The opener where she sashays up the wooden steps to the hotel’s verandah (still intact), and the company of male residents peer over their newspapers to watch her teeter past, made movie history. Turning 130 this year, the hotel still exudes the same charm with its white stuccoed walls and sunny rooms. The Pacific Ocean crashes to the shoreline onto an expansive sandy beach where aspiring yogis sit in the lotus position. A hundred feet behind them, families settle under white parasols by the pool. A huge hexagonal ballroom shaped like an enormous bell tent with a dark terracotta roof is film set-esque against the reliably blue sky and choppy sea.
Today’s visitors still walk through the bosky inner courtyard to their rooms to watch the sea from bedroom balconies while private types – the likes of Brad Pitt, Oprah and 11 US presidents – are tucked into a new complex of apartments with its own pool. By night, dinner is served in one of five restaurants, including a mahogany dining room where the gold crown chandeliers that decorate the room were designed by the creator of The Wizard of Oz, L. Frank Baum. On the beach, guests pick out seafood for chefs to cook from an enormous spread and groups sit around bonfires to eat baked lobster and charred marshmallows under the stars.

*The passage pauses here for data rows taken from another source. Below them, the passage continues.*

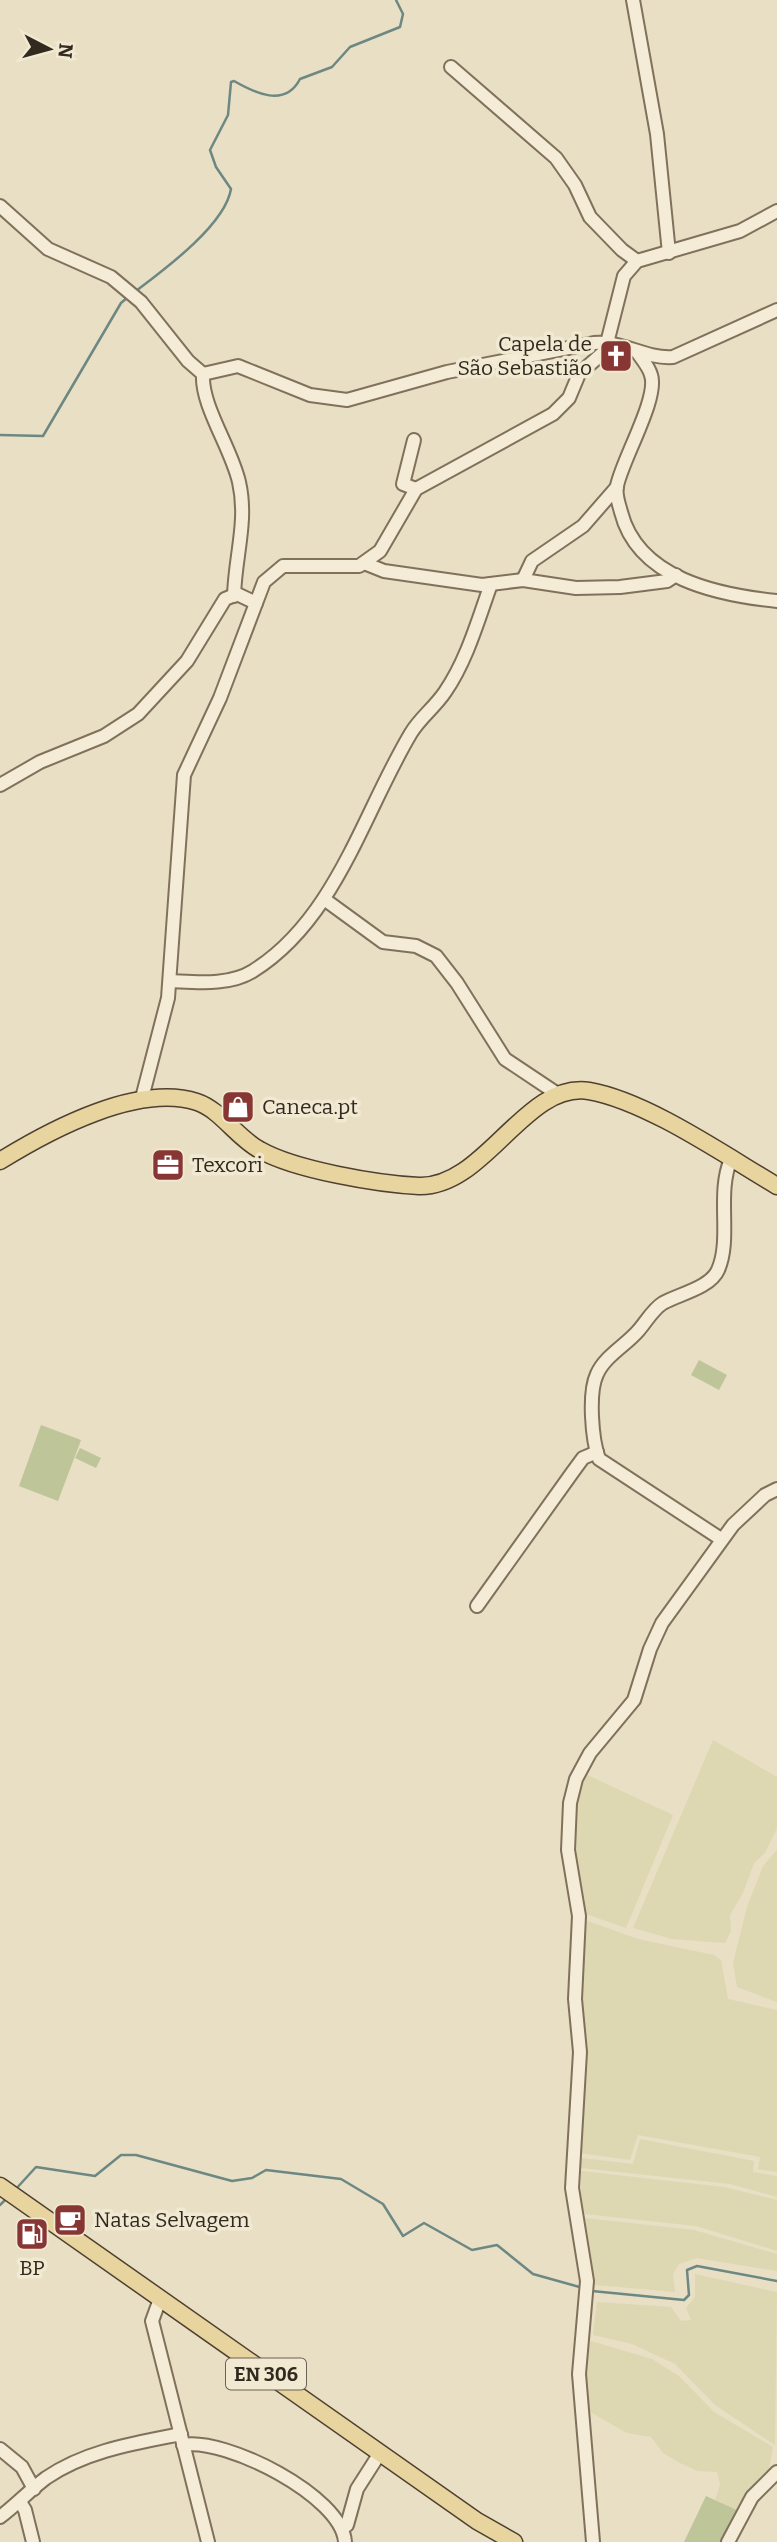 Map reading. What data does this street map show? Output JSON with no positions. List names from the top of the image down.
{
  "streets": {
    "main road": ["EN 306"]
  },
  "places": {
    "church": ["Capela de São Sebastião"],
    "shop": ["Caneca.pt"],
    "office": ["Texcori"],
    "cafe": ["Natas Selvagem"],
    "fuel station": ["BP"]
  },
  "north": "right"
} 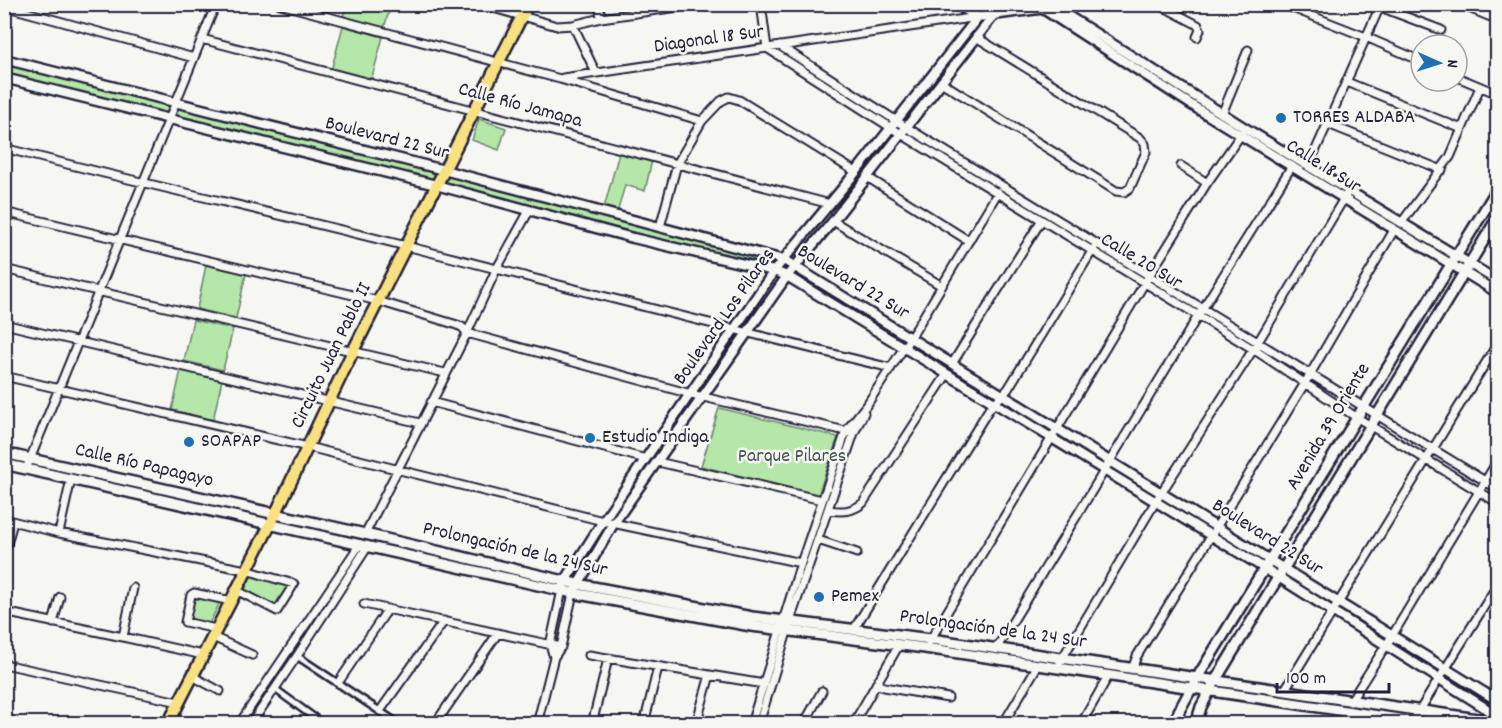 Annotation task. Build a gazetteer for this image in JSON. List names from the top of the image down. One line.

In the morning, head for a pre-breakfast spin overlooking the beach and mermaid workout classes – surely the most Californian invention since Gwyneth Paltrow had bees sting her face to stimulate blood flow. Participants don shimmery turquoise and pink fish tails and line up in the water for exercises to tone the stomach and work the core – tricky when one’s legs are tied together.
Although the room rate has racked up from $2 per night in 1888 to £312 in 2018, some things have just never changed.